(Collected data entries)

────────

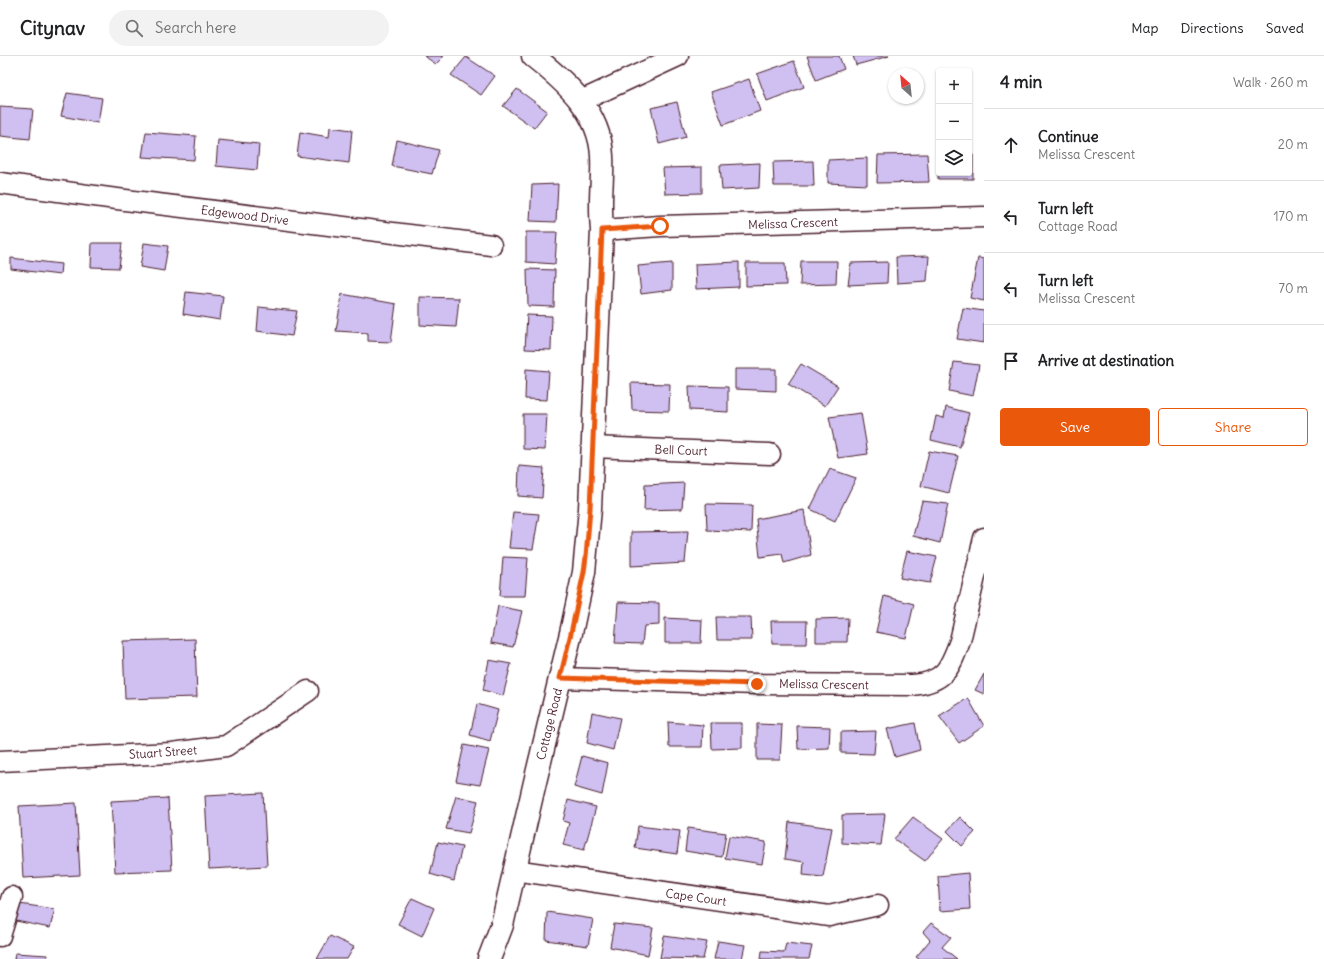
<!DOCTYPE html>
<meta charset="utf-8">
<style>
body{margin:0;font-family:Delius,sans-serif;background:#f2f2f2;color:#202124}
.controls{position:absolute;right:12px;top:12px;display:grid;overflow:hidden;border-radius:4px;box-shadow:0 1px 3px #0004}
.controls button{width:36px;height:36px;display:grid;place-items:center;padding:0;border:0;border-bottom:1px solid #e0e0e0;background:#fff;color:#202124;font:20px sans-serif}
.compass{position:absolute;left:888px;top:12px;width:36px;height:36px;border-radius:50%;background:#fff;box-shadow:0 1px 3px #0004;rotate:333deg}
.stop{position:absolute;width:12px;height:12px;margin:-9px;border:3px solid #ea580c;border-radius:50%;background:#fff}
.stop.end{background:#ea580c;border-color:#fff;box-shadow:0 1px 4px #0008}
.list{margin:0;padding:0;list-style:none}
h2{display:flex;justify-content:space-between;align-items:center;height:52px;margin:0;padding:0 16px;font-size:17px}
h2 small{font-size:13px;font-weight:400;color:#757577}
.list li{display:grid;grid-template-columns:26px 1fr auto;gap:12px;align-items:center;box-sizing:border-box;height:72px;padding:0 16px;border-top:1px solid #e0e0e0}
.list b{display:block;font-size:15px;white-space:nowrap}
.list p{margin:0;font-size:13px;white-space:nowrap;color:#757577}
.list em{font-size:13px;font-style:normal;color:#757577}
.actions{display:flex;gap:8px;padding:12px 16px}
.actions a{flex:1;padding:9px 0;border:1px solid #ea580c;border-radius:4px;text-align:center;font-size:14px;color:#ea580c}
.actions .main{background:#ea580c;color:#fff}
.icon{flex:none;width:22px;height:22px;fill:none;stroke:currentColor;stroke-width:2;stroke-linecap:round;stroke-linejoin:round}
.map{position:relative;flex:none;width:984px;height:903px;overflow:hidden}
header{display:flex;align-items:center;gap:24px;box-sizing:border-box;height:56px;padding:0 20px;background:#fff;border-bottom:1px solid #e0e0e0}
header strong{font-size:19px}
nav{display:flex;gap:22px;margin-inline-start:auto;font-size:14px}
.search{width:280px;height:36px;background:#f2f2f2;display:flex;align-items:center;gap:10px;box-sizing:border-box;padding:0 14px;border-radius:22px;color:#757577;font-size:15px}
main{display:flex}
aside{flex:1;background:#fff}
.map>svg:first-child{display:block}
.building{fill:#cfc0f1;stroke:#4a1f2b}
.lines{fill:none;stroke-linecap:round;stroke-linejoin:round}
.minor-casing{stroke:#4a1f2b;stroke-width:23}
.tertiary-casing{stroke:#4a1f2b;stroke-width:25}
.minor{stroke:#fff;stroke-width:20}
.tertiary{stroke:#fff;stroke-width:22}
.route{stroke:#ea580c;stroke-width:5}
.labels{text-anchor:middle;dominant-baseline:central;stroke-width:4;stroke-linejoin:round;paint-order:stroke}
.street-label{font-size:12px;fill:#4a1f2b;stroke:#fff}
</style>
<header>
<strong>Citynav</strong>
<div class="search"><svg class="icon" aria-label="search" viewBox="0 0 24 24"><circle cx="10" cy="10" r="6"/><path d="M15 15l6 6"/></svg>Search here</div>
<nav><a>Map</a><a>Directions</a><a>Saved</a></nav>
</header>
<main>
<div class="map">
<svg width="984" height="903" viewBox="0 0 984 903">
<rect width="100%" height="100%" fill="#fff"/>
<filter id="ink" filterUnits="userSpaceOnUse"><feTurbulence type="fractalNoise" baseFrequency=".025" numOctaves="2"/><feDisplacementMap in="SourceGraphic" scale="8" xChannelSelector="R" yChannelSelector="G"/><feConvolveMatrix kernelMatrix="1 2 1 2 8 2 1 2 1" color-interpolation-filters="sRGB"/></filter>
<g filter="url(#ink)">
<!-- building -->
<g class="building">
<path d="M424 0H444L436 8Z"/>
<path d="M807 0H839L844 13 816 24Z"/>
<path d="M853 0H889L856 9Z"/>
<path d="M466 1 495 20 481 39 451 19Z"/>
<path d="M794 5 804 31 767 45 757 18Z"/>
<path d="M749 23 760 55 723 69 711 36Z"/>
<path d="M517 33 547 55 534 72 503 50Z"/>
<path d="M67 37 102 42 98 67 61 60Z"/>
<path d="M677 46 686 81 659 88 651 52Z"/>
<path d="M0 51 33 53 30 83 0 80Z"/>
<path d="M330 71 352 74 349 107 297 100 300 76 329 81Z"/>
<path d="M146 76 196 80 194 104 142 101Z"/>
<path d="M218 84 259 88 257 114 216 110Z"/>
<path d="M397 84 439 94 432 118 392 110Z"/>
<path d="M927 98 929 126 877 127 878 99Z"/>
<path d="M938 98 939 117H969V99H973V123H938Z"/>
<path d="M867 102V129L828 127V104Z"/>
<path d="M813 105 814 130H774L773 106Z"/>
<path d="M760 107 759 132 722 134 720 109Z"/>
<path d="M702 111V137L665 138 663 112Z"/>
<path d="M558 128 556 166 530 165 532 129Z"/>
<path d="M526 176H557L555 208 526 206Z"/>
<path d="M92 187H122L119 212 91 211Z"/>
<path d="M144 187 168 190 164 215 140 211Z"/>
<path d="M929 200 927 225 897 227 896 201Z"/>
<path d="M11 202 61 208 60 219 11 213Z"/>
<path d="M978 202 984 203V245L970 242Z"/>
<path d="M801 205H837L836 228 800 229Z"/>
<path d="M739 206V231L696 233 695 208Z"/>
<path d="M888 206 887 227 848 229 851 207Z"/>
<path d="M672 207V234L641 238 638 210Z"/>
<path d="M746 207H785L786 229 746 230Z"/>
<path d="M527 213 555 214 554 251 528 250Z"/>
<path d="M186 236 223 240 220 264 183 258Z"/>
<path d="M342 238 396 248 391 286 368 285V277L336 275Z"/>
<path d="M420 241 459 242 456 271 420 269Z"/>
<path d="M259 251 297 255 292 280 257 275Z"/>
<path d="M963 252 984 255V287L957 283Z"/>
<path d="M527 259 552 260 551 294 525 293Z"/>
<path d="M954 306 979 309 973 340 949 335Z"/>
<path d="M801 308 838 330 825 350 788 328Z"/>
<path d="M526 313 549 315 547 344 525 343Z"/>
<path d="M735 313H776V335L735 333Z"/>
<path d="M631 327 670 328 669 355 632 354Z"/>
<path d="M689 330 728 331V356L690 354Z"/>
<path d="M946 351 969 357 960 391 931 384 936 360 944 362Z"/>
<path d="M861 357 868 398 838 402 829 361Z"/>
<path d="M523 358H547L545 394 523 393Z"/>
<path d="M929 395 958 400 949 437 921 430Z"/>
<path d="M519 410 544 412 542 442 518 440Z"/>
<path d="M830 413 856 422 835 465 810 453Z"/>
<path d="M684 427 682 453 644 454 645 429Z"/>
<path d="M922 445 948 448 940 487 913 480Z"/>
<path d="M706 448 752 449 751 476 707 474Z"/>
<path d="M804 454 811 499 784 507 782 498 760 501 756 463Z"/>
<path d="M513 456 539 458 533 493 509 492Z"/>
<path d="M688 475 685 507 631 510V476Z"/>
<path d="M907 495 937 501 930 527 900 522Z"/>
<path d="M503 501 528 502 525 540H500Z"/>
<path d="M884 540 914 548 906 582 876 576Z"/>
<path d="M618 546 659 547V569L644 570 642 588 615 587Z"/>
<path d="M498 550 522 555 513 591 491 587Z"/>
<path d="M716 561H751L752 584H717Z"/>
<path d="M665 562 702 564 701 587H665Z"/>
<path d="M848 562 847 586H816V563Z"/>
<path d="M771 565H807L806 588H772Z"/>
<path d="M195 583 197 641 125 643 123 585Z"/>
<path d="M489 604 511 608 503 640 483 634Z"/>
<path d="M984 618V638L975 634Z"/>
<path d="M968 642 984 670 959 687 939 660Z"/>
<path d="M477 648 498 654 490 685 470 679Z"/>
<path d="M592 656 620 662 613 694 587 687Z"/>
<path d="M668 666 703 669 702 691H669Z"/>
<path d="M711 667H742V692L712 693Z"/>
<path d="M915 667 920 694 895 701 887 673Z"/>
<path d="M757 668 782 669 780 704H757Z"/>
<path d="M797 670 830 671 829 692 798 693Z"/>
<path d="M876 675 874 698 841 697V676Z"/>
<path d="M464 689 489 694 480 729 456 725Z"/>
<path d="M582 700 608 707 602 739 574 731Z"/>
<path d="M263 737 267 810 209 813 205 740Z"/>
<path d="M456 740 478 745 469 777 446 773Z"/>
<path d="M168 742 172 814 115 816 111 745Z"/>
<path d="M568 744 596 751 584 794 563 789 569 767 563 765Z"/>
<path d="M76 747 80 819 23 822 19 750Z"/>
<path d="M885 758 881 789 842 787V759Z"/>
<path d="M913 761 943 783 925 805 894 783Z"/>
<path d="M960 761 975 776 962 790 947 775Z"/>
<path d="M789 766 832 772 823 821 803 819 804 806 785 803Z"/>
<path d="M638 770 680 775 677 798 635 792Z"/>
<path d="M688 772 726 777 722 801 685 795Z"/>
<path d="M729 780 766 786 762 808 725 802Z"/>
<path d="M438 786 462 791 454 825 430 818Z"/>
<path d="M968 817 970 853 940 855 938 820Z"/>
<path d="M412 842 434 852 422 880 398 868Z"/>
<path d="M19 848 55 853 50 872 16 865Z"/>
<path d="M547 856 593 863 588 890 546 884Z"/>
<path d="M931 867 951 881 942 891 957 903H919L916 901 930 884 923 876Z"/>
<path d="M614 868 653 872 648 899 610 891Z"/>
<path d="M330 880 354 891 347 903H317Z"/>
<path d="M664 880 707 886 703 903 660 902Z"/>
<path d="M718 885 745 889 742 903H714Z"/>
<path d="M786 887 812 890 809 903H761L762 895 784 896Z"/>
<path d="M15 897 47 899V903H14Z"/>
</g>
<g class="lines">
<!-- minor casing -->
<g class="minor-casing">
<g id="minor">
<path d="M581 45 678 0"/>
<path d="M0 127 109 142 491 189"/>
<path d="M602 174 660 170 984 161"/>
<path d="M592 391 770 398"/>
<path d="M560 622 757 628 913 629C945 626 950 612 960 585L984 482"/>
<path d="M0 705 172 697 226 690 308 635"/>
<path d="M514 814 829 860 878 849"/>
<path d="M0 880 12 841"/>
</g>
</g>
<!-- tertiary casing -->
<g class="tertiary-casing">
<path id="tertiary" d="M489 903 502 869 535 726 571 577 584 516 590 453 602 174C601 165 601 156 601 146 601 131 603 116 602 100 600 56 566 26 533 0"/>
</g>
<!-- minor -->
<use href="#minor" class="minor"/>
<!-- tertiary -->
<use href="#tertiary" class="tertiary"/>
</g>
</g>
<g class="lines" filter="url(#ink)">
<!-- route -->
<path class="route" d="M660 170 602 174 590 453 586 501 584 516 571 577 560 622 757 628"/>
</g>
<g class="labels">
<!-- street labels -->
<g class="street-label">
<text transform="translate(245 159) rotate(7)">Edgewood Drive</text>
<text transform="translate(793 167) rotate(-2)">Melissa Crescent</text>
<text transform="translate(681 394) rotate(2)">Bell Court</text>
<text transform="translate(824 628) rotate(1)">Melissa Crescent</text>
<text transform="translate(549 668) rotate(-76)">Cottage Road</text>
<text transform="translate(163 696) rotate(-4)">Stuart Street</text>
<text transform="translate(696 841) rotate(8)">Cape Court</text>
</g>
</g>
</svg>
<div class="controls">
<button>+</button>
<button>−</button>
<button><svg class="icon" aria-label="layers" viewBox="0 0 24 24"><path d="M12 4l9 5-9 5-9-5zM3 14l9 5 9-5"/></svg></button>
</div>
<svg class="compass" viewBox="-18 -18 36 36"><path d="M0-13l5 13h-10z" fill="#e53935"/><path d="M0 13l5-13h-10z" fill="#757577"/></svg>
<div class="stop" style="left:660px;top:170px"></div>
<div class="stop end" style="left:757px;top:628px"></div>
</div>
<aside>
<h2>4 min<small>Walk · 260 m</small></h2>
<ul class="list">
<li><svg class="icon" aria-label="ahead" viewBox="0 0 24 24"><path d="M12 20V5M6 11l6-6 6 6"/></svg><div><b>Continue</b><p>Melissa Crescent</p></div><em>20 m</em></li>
<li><svg class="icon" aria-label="left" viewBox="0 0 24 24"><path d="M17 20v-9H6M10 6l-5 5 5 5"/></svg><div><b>Turn left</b><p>Cottage Road</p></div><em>170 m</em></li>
<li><svg class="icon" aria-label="left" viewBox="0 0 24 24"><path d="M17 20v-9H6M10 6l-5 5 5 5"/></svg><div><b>Turn left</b><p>Melissa Crescent</p></div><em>70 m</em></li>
<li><svg class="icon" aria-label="arrive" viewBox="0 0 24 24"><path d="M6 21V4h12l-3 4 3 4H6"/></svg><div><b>Arrive at destination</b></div></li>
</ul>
<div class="actions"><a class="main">Save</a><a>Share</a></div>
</aside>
</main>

────────

§ Requirement
Among the lines above, find those containing the word "linecap" and copy each.

§ Result
.icon{flex:none;width:22px;height:22px;fill:none;stroke:currentColor;stroke-width:2;stroke-linecap:round;stroke-linejoin:round}
.lines{fill:none;stroke-linecap:round;stroke-linejoin:round}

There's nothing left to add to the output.